There’s a lot of volatility in the next 30-, 60- and 90-day windows, he said, and predicting what’s going to happen in the second and third quarters of next year is even more difficult.

Marshall Hotels & Resorts President and CEO Mike Marshall said furloughs turned into permanent layoffs for some employees. Some have moved on while others are just not working. He hopes those who can come back along with young adults new to the industry can come in with a strong work ethic and make the industry better than it was before.

Staffing has been light, with someone at the front desk, which includes some management team members taking shifts, and calling in extra housekeepers if the hotel rents extra rooms, he said. The hotels still are not offering complimentary food, none of the restaurants are open and they are not providing valet services. They have, however, brought back their salespeople.

While some hotels had to bring back employees this summer because leisure demand translated to occupancy ranging from above 50% to 70%, that is going to drop, Ranson said.

“We’ll have to unfortunately lay some people off,” he said.

The company will have to shift into figuring out operations with occupancy staying about 40% to 45%, he said. That means determining what the staffing model will look like for managers, housekeepers and other employees. In the past, the company has tried to avoid using contract labor, but they are now in contact with staffing agencies in certain markets.

“You’re going to have business that pops up … within 48 to 72 hours,” he said, explaining there’s a need to bring people on quickly to handle that.

It’s helpful that guests don’t want direct housekeeping service, he said. They might ask for new towels or other amenities, but they’re not asking for having rooms cleaned during their stays.

Making payments
The biggest question the industry will face is how long owners can work with their lenders before the lenders say “no more,” Marshall said. Lenders don’t want to take over hotels, but at some point, if they’re still not getting paid, they’ll have to do something. The big deadline is coming soon.

“To me, the biggest concern is, how long can you go without making your mortgage payment,” he said. “There will be some people that just say … ‘Here’s the keys, you can have them back.’”

Marshall Hotels is still within the period in which it can actively negotiate extensions or delays on payments, he said. The company bought itself another three to four months through fairly strong leisure business at its mid-Atlantic hotels, but he doesn’t expect to be able to make mortgage payments in January, February or March.

Lenders will likely get more aggressive on making payments because regulators are making them get more aggressive, Martz said. Back in April and May, the lenders and regulators could be more flexible, but as the industry has progressed and it’s now late in the year, they’ve come to the realization this is not just a 90-day period of negative cash burn with a magical comeback.

“This period is going to last for an extended period, likely into spring or summer of next year,” he said.

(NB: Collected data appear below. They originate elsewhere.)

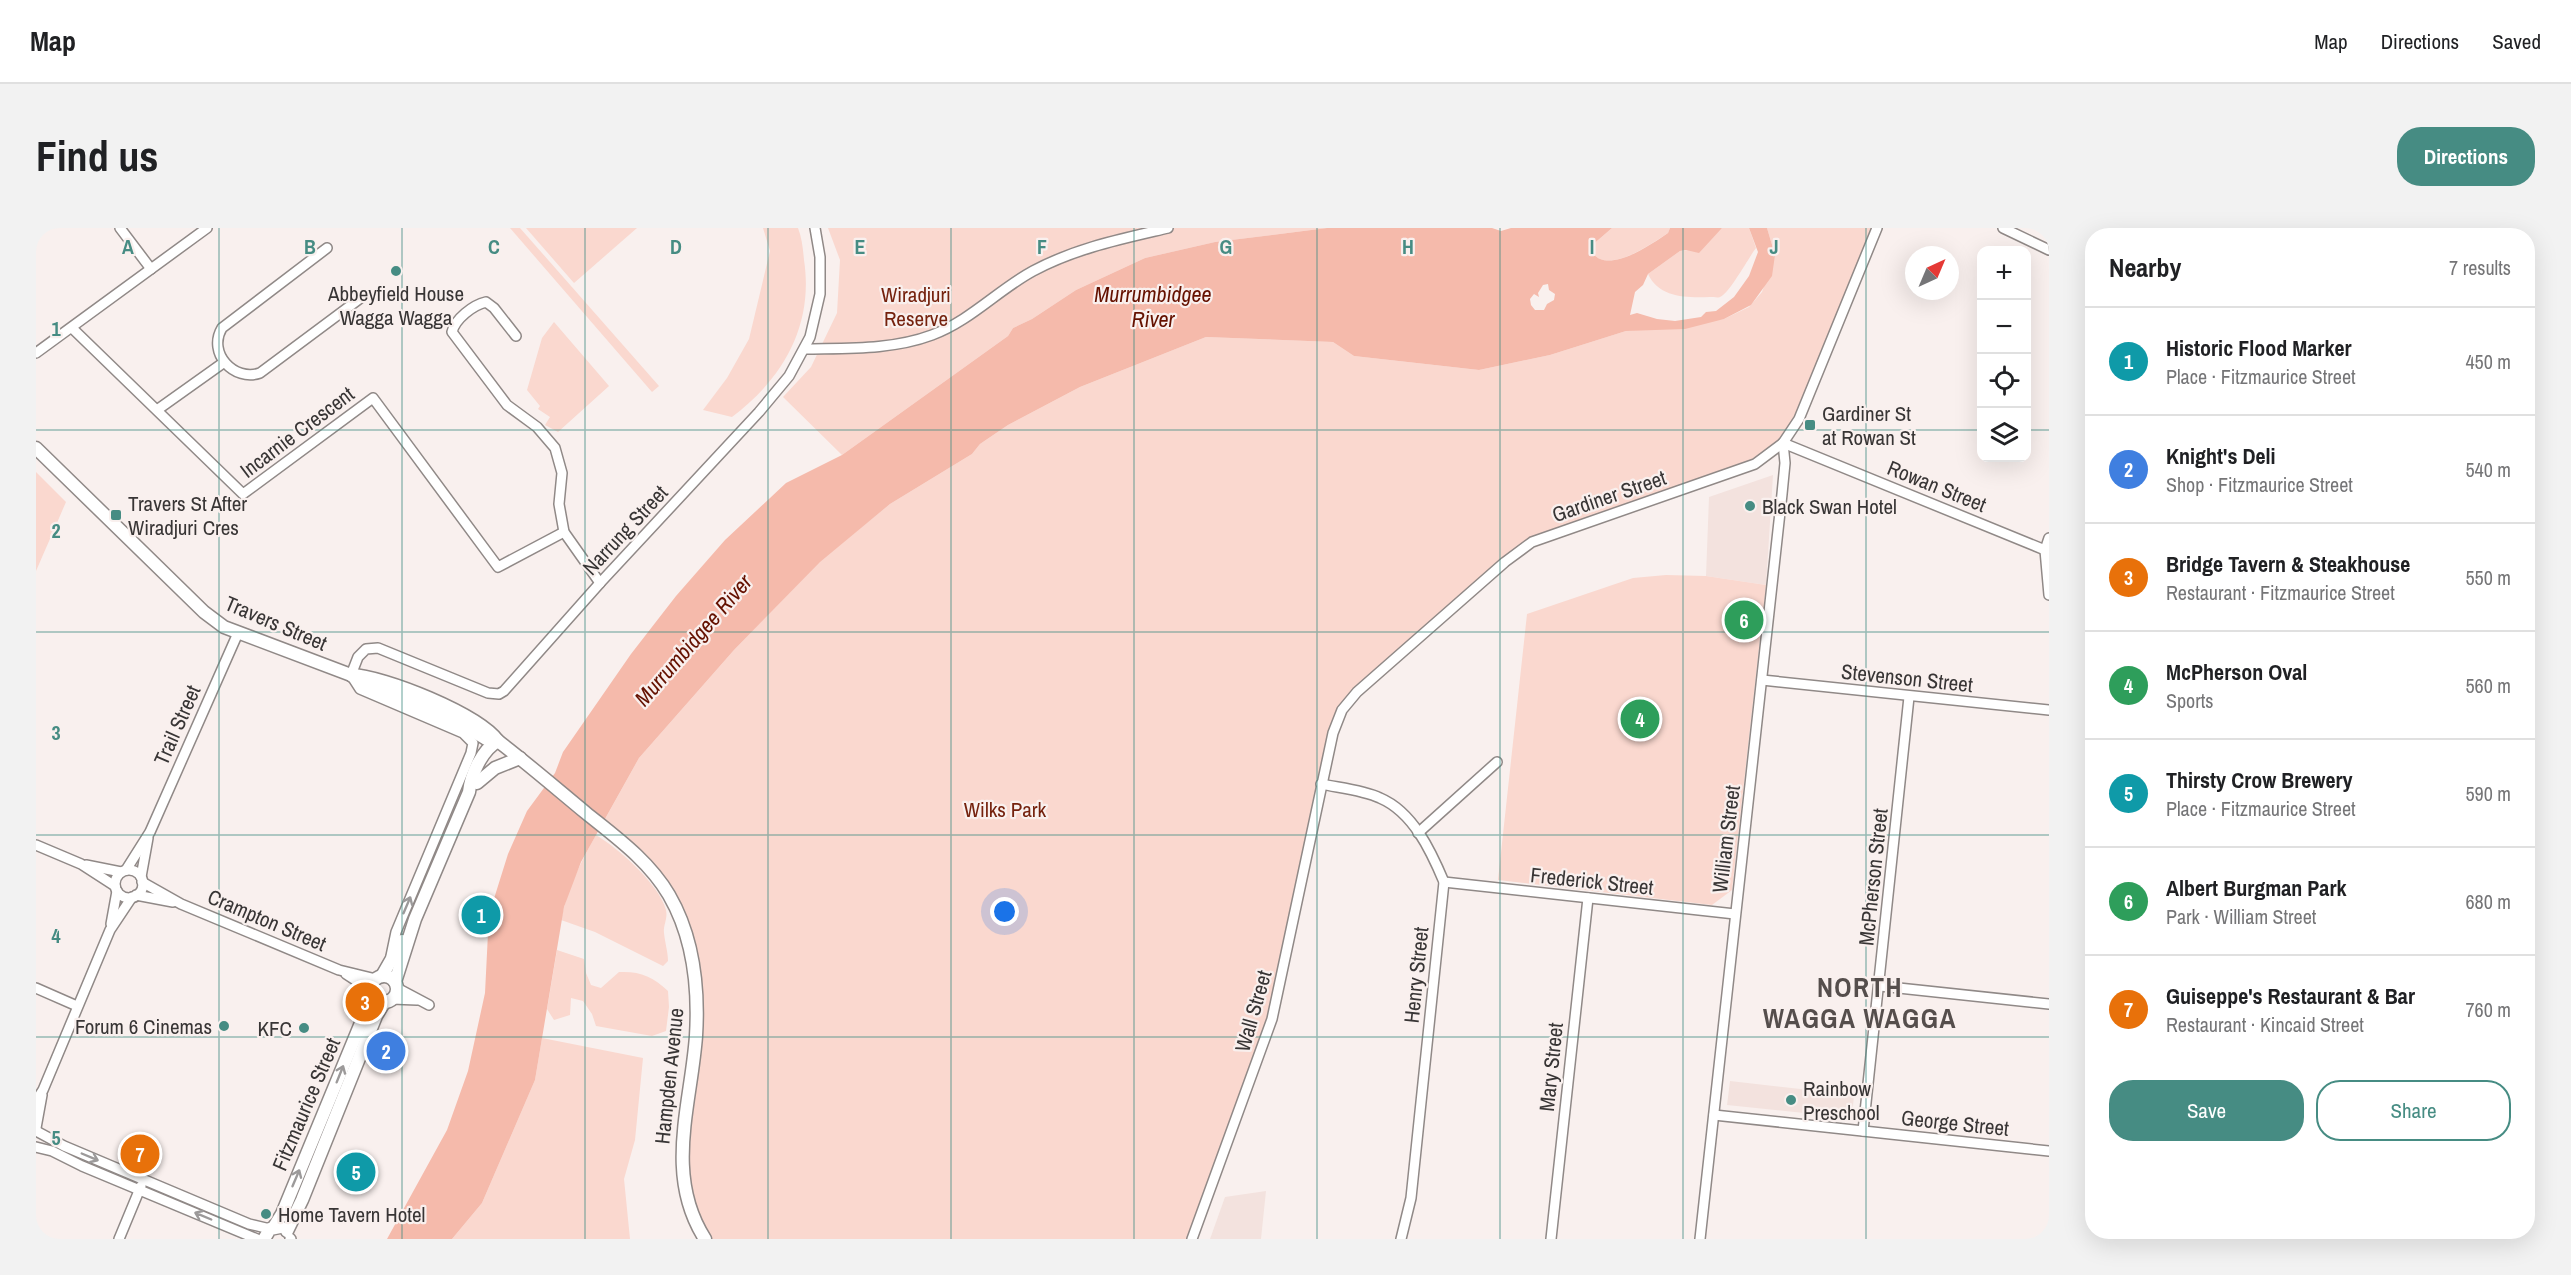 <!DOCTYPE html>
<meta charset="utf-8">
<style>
:root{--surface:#fff;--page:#f2f2f2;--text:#202124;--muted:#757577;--line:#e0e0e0;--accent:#468c83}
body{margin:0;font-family:"Archivo Narrow",sans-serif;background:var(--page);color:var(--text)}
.controls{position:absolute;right:18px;top:18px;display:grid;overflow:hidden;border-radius:12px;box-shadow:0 6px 24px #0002}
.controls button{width:54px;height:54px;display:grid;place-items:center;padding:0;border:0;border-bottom:2px solid var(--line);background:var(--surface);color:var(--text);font:30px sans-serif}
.compass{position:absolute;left:1869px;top:18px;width:54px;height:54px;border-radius:50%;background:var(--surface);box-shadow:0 6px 24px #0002;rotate:44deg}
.you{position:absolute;left:969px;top:684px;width:21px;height:21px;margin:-15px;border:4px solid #fff;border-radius:50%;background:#1a73e8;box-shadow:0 0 0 9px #1a73e833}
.badge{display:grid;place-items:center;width:39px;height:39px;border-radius:50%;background:var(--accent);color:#fff;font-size:20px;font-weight:700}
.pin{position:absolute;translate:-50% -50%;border:3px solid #fff;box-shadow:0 2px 6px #0006}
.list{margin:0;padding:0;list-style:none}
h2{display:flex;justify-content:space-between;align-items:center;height:78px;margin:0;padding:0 24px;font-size:26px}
h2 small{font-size:20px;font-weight:400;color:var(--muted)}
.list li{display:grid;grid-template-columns:39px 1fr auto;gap:18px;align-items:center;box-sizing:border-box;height:108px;padding:0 24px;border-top:2px solid var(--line)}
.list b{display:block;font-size:22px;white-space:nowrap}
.list p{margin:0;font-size:20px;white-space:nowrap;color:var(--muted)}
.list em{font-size:20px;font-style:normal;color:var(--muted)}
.actions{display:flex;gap:12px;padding:18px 24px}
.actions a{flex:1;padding:14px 0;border:2px solid var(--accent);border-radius:24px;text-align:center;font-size:21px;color:var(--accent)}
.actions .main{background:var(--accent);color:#fff}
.icon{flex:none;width:33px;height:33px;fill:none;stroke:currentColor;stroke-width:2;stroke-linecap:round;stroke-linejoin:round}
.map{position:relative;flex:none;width:2013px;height:1011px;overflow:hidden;border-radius:24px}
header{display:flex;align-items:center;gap:36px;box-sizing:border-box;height:84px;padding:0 30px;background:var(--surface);border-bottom:2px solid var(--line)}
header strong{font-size:28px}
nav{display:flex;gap:33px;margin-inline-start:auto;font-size:21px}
.intro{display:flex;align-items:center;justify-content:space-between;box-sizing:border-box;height:144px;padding:0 36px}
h1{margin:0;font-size:42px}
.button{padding:15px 27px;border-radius:24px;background:var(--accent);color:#fff;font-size:21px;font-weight:700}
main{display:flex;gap:36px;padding:0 36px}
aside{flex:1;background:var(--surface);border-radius:24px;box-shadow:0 6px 24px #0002}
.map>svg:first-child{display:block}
.built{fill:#f3e2de}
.green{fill:#fad8cf}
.water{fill:#f5baab;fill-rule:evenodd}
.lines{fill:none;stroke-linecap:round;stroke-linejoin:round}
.minor-casing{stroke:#908987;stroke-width:12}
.major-casing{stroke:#908987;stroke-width:15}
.minor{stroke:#fff;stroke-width:9}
.major{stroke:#fff;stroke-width:12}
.oneway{stroke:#9c9a9a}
.grid{fill:none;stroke:#468c83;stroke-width:1.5;stroke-opacity:0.55}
.poi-dot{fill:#468c83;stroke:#f9f0ee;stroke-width:2}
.labels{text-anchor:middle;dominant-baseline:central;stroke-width:4.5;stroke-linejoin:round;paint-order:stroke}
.poi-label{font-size:21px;fill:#383535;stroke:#f9f0ee;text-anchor:start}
.park-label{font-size:21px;fill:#75220e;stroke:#f9f0ee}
.street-label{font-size:21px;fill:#383535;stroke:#f9f0ee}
.water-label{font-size:22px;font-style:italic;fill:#651100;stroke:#f9f0ee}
.district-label{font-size:27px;font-weight:bold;letter-spacing:1.5px;fill:#554e4c;stroke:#f9f0ee}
.grid-label{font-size:20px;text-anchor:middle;font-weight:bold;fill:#468c83;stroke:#f9f0ee;stroke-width:4.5;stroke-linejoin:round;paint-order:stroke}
</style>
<header>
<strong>Map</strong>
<nav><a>Map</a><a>Directions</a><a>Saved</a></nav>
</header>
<div class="intro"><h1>Find us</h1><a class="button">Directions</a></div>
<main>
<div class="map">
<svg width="2013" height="1011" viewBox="0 0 2013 1011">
<rect width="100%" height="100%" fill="#f9f0ee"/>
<g class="built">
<polygon points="1737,247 1730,357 1670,348 1673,269"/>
<polygon points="1694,853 1818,867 1816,890 1691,877"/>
<polygon points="1230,963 1225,1011 1174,1011 1189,969"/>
</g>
<g class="green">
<polygon points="474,0 484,0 623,158 616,164"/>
<polygon points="490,0 601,0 538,55"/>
<path d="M727 0H762C766 10 767 21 768 32 778 97 747 151 696 189L667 182 691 150 713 111 734 23Z"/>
<polygon points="792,0 1291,0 1179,14 1109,30 1040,62 996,91 977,100 972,108 806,227 747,169 775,139 801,85 804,32"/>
<path d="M1576 0H1634L1632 5C1615 16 1565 52 1554 19Z"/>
<path d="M1686 0H1713L1720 20C1713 29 1693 66 1684 69 1683 70 1676 69 1674 69 1652 70 1623 70 1612 46L1644 23 1653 22 1676 9Z"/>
<polygon points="1731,0 1841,0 1770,175 1734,226 1496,314 1306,482 1242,767 1156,1011 669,1011 647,953 660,759 639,679 568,593 603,530 698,422 784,333 854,276 936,226 944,216 972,197 1044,159 1170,109 1297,114 1318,128 1443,142 1514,127 1590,103 1688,91 1713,79 1726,64 1739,27"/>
<polygon points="518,94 573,158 522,204 509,197 514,189 502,181 504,178 491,162 506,110"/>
<polygon points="0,244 30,274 0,343"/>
<polygon points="1630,347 1670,348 1730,357 1696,662 1676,677 1462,652 1491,386 1597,350"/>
<path d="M560 607C582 620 624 657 630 682 632 691 627 697 628 705 629 715 632 724 632 733L627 738 559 704 525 692C531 662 545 633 560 607Z"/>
<path d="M521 722 548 731 550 745 555 757 565 760 583 744C604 743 616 748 632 763L633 779 630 803 616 808 560 798 556 786 547 773 535 770 534 787 518 792 511 781Z"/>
<polygon points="506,810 607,830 599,912 588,951 594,1011 416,1011 446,975 499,852"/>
</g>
<path class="water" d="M1291 0H1456L1465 3 1475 0H1576L1554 19C1565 52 1616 16 1632 5L1634 0H1686L1663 25 1650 22 1644 23 1612 46 1607 57 1599 64 1594 87 1601 85 1621 91 1639 93 1665 89 1670 84 1680 83 1698 69 1713 48 1722 24 1713 0H1731L1739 27 1736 48 1715 77 1688 91 1649 101 1590 103 1514 127 1443 142 1318 128 1297 114 1170 109 1044 159 972 197 944 216 936 226 854 276 784 334 698 422 603 530 545 634 528 679 499 852 446 975 416 1011H351L411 902 432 843 449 765 452 705 456 677 472 626 491 583 519 545 527 524 595 426 640 368 689 312 750 255 806 227 972 108 977 100 996 91 1040 62 1109 30 1179 14ZM1512 56 1513 62 1519 66 1518 72 1511 76 1508 82H1499L1495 77 1494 71 1498 66 1503 69 1502 65 1507 57Z"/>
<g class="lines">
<defs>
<g id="minor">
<polyline points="84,0 115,41"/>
<polyline points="1967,0 2013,22"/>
<path d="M291 20 186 100C171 125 198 154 224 145L326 69"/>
<polyline points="36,100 207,266 337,170 462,339 528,304"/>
<path d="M480 108 458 80 450 74C437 77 419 91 416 104L471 177 501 199 519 220 526 245 523 276 528 304 564 355"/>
<path d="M769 121C811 120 856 122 896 107 934 93 962 62 997 43 1040 20 1085 11 1132 0"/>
<polyline points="0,125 171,0"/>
<polyline points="121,182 187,135"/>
<polyline points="1747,215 2009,322"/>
<polyline points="2013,310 2009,322 2013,367"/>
<polyline points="1726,452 2013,482"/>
<path d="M1285 556C1304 560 1327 562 1344 570 1377 584 1395 623 1408 654L1375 970 1365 1011"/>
<polyline points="1382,605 1461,534"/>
<polyline points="0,617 45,636 79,658"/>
<polyline points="50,637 85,644"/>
<polyline points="90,642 114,604 202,405"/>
<circle cx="93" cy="656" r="14"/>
<polyline points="105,649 112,610"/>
<polyline points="106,654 145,676 303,742 340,751"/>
<polyline points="1408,654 1699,686"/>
<polyline points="100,667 137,674"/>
<polyline points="75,696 81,663"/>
<polyline points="355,728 360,704 435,525 437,515 427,505 324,461 315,447 322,429 330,421 342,420 452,465 463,466 468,463 564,355 723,184 753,148 774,109 784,66 784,29 779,0"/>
<polyline points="310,746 336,763"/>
<polyline points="1844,758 2013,776"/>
<polyline points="0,760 41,778"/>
<polyline points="361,760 393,777"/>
<polyline points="356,771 381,772"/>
<polyline points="0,873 7,862 74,702 96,669"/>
<polyline points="1678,887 2013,923"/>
<polyline points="0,900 6,867"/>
<polyline points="1827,903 1873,469"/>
<polyline points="2,904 28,918 213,996 234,1001"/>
<polyline points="0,919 16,923 46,938 221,1011"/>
<polyline points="254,1010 255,1011"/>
<polyline points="83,1011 105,958"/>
<polyline points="1156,1011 1236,791 1297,505 1306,482 1321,464 1469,334 1496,314 1719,236 1747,215 1763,191 1841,0"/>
<polyline points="1515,1011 1552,670"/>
<polyline points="1664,1011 1746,266 1749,235 1747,215"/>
</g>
<g id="major">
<polyline points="0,220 168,384 188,399 315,447 327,455 421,493 450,511 462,513"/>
<path d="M315 447C348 448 442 486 462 513 492 536 521 561 550 585 581 610 613 633 633 667 658 710 663 759 660 808 655 877 628 947 669 1011"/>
<polyline points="441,555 459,540 484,530"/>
<polyline points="346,748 366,713"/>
<circle cx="348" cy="761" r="13"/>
<path d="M359 754 379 691 433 564C435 546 446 522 462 513"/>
<polyline points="238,999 246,986 337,766"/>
<polyline points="251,1003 266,972 340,788 349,773"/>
<polyline points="228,1011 234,1001 244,999"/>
</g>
</defs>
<use href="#minor" class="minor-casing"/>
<use href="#major" class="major-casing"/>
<use href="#minor" class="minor"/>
<use href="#major" class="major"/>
</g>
<defs><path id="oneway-shaft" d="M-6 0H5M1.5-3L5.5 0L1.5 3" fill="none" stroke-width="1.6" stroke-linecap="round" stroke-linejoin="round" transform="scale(1.5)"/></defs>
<g class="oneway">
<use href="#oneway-shaft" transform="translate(371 677) rotate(-67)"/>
<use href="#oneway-shaft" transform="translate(304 846) rotate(-68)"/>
<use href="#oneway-shaft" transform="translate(54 929) rotate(23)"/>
<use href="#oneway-shaft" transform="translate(260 950) rotate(-67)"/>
<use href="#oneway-shaft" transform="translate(167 988) rotate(-157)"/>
</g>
<path class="grid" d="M183 0V1011M366 0V1011M549 0V1011M732 0V1011M915 0V1011M1098 0V1011M1281 0V1011M1464 0V1011M1647 0V1011M1830 0V1011M0 202H1946M1990 202H2013M0 404H2013M0 607H2013M0 809H2013"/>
<g class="poi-dot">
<circle cx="360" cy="43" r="6"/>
<rect x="1768" y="191" width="12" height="12" rx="3"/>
<circle cx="1714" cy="278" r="6"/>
<rect x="74" y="281" width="12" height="12" rx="3"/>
<circle cx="188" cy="798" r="6"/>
<circle cx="268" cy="800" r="6"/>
<circle cx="1755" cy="872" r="6"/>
<circle cx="230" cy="986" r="6"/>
</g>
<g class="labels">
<g class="poi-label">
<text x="360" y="65" text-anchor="middle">Abbeyfield House<tspan x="360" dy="24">Wagga Wagga</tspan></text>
<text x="1786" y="185">Gardiner St<tspan x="1786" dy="24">at Rowan St</tspan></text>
<text x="92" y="275">Travers St After<tspan x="92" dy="24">Wiradjuri Cres</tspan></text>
<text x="1726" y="278">Black Swan Hotel</text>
<text x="176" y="798" text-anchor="end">Forum 6 Cinemas</text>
<text x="256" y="800" text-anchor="end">KFC</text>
<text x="1767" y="860">Rainbow<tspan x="1767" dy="24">Preschool</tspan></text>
<text x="242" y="986">Home Tavern Hotel</text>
</g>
<g class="park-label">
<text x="880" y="66">Wiradjuri<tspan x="880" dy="24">Reserve</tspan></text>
<text x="969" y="581">Wilks Park</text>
</g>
<g class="street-label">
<text transform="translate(261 204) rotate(-37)">Incarnie Crescent</text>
<text transform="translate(1901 258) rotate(22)">Rowan Street</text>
<text transform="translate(1573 268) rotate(-19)">Gardiner Street</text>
<text transform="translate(589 302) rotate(-47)">Narrung Street</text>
<text transform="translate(240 395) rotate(23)">Travers Street</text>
<text transform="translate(1871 450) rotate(6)">Stevenson Street</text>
<text transform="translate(141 497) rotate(-66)">Trail Street</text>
<text transform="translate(1690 611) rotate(-83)">William Street</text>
<text transform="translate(1837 649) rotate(-84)">McPherson Street</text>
<text transform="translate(1556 653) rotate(6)">Frederick Street</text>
<text transform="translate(231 692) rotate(23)">Crampton Street</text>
<text transform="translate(1380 747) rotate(-84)">Henry Street</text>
<text transform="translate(1217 783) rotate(-74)">Wall Street</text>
<text transform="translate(1515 839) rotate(-84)">Mary Street</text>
<text transform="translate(633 848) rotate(-84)">Hampden Avenue</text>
<text transform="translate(270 876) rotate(-67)">Fitzmaurice Street</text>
<text transform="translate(1919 895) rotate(6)">George Street</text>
</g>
<g class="water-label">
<text x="1117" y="66">Murrumbidgee<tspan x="1117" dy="25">River</tspan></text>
<text transform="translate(657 412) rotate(-49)">Murrumbidgee River</text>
</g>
<g class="district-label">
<text x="1824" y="759">NORTH<tspan x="1824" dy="31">WAGGA WAGGA</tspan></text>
</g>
</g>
<g class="grid-label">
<text x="92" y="26">A</text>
<text x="274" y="26">B</text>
<text x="458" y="26">C</text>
<text x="640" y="26">D</text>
<text x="824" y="26">E</text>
<text x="1006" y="26">F</text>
<text x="1190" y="26">G</text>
<text x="1372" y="26">H</text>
<text x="1556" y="26">I</text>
<text x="1738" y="26">J</text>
<text x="20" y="108">1</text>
<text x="20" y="310">2</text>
<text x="20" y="512">3</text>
<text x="20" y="715">4</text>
<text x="20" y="917">5</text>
</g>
</svg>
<div class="controls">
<button>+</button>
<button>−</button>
<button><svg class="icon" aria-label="locate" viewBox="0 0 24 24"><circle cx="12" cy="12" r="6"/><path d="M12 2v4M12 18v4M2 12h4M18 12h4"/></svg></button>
<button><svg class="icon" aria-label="layers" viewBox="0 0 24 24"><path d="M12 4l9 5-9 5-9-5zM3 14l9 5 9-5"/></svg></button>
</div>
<svg class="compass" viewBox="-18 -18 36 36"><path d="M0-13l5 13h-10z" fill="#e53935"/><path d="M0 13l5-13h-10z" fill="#757577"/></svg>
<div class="you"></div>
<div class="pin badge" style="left:445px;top:687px;background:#0f9aa8">1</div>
<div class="pin badge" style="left:350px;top:823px;background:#3f7fe0">2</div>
<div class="pin badge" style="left:329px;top:774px;background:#e8710a">3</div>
<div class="pin badge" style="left:1604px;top:491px;background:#2e9e5b">4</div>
<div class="pin badge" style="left:320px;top:944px;background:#0f9aa8">5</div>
<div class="pin badge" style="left:1708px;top:392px;background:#2e9e5b">6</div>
<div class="pin badge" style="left:104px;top:926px;background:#e8710a">7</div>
</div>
<aside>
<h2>Nearby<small>7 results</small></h2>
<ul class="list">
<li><span class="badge" style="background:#0f9aa8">1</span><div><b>Historic Flood Marker</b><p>Place · Fitzmaurice Street</p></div><em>450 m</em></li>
<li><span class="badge" style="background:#3f7fe0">2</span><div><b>Knight's Deli</b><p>Shop · Fitzmaurice Street</p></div><em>540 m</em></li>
<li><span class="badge" style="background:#e8710a">3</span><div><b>Bridge Tavern &amp; Steakhouse</b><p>Restaurant · Fitzmaurice Street</p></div><em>550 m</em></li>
<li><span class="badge" style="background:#2e9e5b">4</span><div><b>McPherson Oval</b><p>Sports</p></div><em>560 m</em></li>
<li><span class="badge" style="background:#0f9aa8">5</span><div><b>Thirsty Crow Brewery</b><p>Place · Fitzmaurice Street</p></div><em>590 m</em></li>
<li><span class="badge" style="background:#2e9e5b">6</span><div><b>Albert Burgman Park</b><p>Park · William Street</p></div><em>680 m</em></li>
<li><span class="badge" style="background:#e8710a">7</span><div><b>Guiseppe's Restaurant &amp; Bar</b><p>Restaurant · Kincaid Street</p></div><em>760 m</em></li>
</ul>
<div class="actions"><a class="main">Save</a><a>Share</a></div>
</aside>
</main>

Many companies, such as Google, won’t have employees return to their offices until the summer of next year, he said. If they aren’t having employees return to the office, they’re not going to have them fly on an airplane and stay in a hotel somewhere.

“You’re going to have a realization by a lot of people that this is going to extend out another nine months, 12 months versus what they thought was three months, so lenders are going to have a different view,” he said.